Is there anything that we can or even should learn from them today? This post seeks to intelligently start the conversation…

Undoubtedly, more and more these days, issues of church and state are on the minds of Christians.

Fellow Patheos blogger D.G. Hart has an interesting column about the dust-up surrounding Jerry Falwell Jr.’s fairly recent comments, and writing in The Week, Damon Linker talks about Christian cultural commentator Rod Dreher’s proposed book project exploring what an impending socialism might mean for Christianity:

Dreher is proposing to adapt and apply [the argument of Polish writer and former anti-Communist dissident Ryszard Legutko] to the United States, describing a country confronting what he calls the “Woke Menace” of a newly radicalized and emboldened left that aims to centralize power and stamp out all dissent. Those who believe in the sanctity of traditional marriage, who think that the free exercise of religion goes beyond worshipping in church and private homes, who therefore believe that devout Christians (and Jews and Muslims) should be free (in some instances) to discriminate against homosexuals and the transgendered, who consider abortion to be murder and abortion in the third trimester to be infanticide — Americans who hold these and similar views find themselves confronting the prospect of a party gaining power that considers every one of these positions not just erroneous but fundamentally illegitimate, beyond the moral pale, rooted in irrational animus and bigotry, and worthy of being excommunicated from public life.
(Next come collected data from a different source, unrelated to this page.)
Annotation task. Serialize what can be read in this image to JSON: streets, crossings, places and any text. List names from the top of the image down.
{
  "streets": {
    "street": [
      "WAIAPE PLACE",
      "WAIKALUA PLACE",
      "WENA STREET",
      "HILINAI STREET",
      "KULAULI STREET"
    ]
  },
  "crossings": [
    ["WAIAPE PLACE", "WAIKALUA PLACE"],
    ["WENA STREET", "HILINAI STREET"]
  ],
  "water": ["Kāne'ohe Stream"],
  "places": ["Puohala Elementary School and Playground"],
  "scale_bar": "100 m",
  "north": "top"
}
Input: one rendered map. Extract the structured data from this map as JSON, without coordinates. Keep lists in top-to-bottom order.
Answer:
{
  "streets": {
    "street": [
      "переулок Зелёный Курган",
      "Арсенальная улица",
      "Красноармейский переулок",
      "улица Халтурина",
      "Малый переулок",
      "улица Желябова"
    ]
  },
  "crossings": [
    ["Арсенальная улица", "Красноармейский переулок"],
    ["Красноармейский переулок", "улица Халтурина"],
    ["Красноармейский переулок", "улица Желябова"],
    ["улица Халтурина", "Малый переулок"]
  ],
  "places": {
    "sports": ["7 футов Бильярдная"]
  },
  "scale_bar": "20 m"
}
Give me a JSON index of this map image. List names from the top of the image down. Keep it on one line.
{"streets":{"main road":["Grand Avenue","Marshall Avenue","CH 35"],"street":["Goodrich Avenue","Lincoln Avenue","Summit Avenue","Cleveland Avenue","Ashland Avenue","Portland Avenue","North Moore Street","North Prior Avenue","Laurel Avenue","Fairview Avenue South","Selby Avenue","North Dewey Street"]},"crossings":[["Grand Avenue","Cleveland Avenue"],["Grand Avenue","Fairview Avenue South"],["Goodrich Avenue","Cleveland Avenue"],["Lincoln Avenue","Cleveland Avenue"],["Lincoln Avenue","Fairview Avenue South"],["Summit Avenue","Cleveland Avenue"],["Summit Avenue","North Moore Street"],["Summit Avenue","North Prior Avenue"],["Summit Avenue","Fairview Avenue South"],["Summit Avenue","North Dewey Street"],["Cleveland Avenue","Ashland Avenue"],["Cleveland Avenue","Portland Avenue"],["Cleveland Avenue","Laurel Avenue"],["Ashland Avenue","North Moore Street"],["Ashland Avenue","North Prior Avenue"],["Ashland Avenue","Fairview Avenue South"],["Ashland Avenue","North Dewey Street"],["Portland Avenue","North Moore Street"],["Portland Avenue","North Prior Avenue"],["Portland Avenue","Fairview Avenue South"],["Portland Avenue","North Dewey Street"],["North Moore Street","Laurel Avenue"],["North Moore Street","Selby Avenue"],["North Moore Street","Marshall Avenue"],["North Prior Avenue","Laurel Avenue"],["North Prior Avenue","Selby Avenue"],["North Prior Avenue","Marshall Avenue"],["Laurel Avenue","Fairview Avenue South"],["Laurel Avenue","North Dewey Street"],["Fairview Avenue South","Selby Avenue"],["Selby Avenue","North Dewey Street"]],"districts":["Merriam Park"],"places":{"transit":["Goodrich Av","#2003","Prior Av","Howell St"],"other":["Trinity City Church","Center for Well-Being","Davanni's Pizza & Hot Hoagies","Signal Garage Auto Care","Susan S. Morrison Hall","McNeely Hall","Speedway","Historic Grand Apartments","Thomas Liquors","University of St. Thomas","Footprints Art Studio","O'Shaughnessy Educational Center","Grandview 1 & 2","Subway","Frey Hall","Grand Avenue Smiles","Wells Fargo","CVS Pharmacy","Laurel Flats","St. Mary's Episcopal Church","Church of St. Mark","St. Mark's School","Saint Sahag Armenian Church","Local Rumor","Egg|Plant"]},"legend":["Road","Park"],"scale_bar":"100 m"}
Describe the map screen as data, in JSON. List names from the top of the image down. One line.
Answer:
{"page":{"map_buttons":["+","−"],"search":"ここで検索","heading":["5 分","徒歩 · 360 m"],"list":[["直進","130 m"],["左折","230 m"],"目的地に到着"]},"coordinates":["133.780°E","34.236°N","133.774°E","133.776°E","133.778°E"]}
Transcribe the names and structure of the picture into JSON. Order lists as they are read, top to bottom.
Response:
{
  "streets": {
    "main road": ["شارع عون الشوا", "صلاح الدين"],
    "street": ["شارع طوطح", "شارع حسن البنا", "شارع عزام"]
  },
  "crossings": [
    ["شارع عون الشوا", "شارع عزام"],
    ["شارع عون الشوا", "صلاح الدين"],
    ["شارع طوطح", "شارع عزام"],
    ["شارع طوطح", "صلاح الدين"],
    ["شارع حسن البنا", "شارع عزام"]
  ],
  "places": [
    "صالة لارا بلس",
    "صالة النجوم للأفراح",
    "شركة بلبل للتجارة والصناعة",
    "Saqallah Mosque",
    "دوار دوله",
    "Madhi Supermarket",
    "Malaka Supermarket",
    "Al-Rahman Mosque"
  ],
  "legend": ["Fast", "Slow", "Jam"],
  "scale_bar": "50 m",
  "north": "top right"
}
And many will think (even if they don’t say it out loud quite yet): “Why not? Separation of church and state, right?”

“The modern world drove the church out of the state and into the soul.” — Scot McKnight (215, Kingdom Conspiracy)

Let’s explore all of this a bit more… look at the history.

Unlike the religions of Islam and Judaism–and basically every religion in world history for that matter–Christianity is unique in the big distinction it makes between God’s government and man’s government. Certainly, one of Jesus’ most well-known sayings – besides “love your enemies”! – is “Give to Caesar what is Caesar’s, and God what is God’s”.

A little less known saying: “Then the children [of God] are exempt [from taxes]. But so that you do not cause offense… ” (see Matthew 17:24-27)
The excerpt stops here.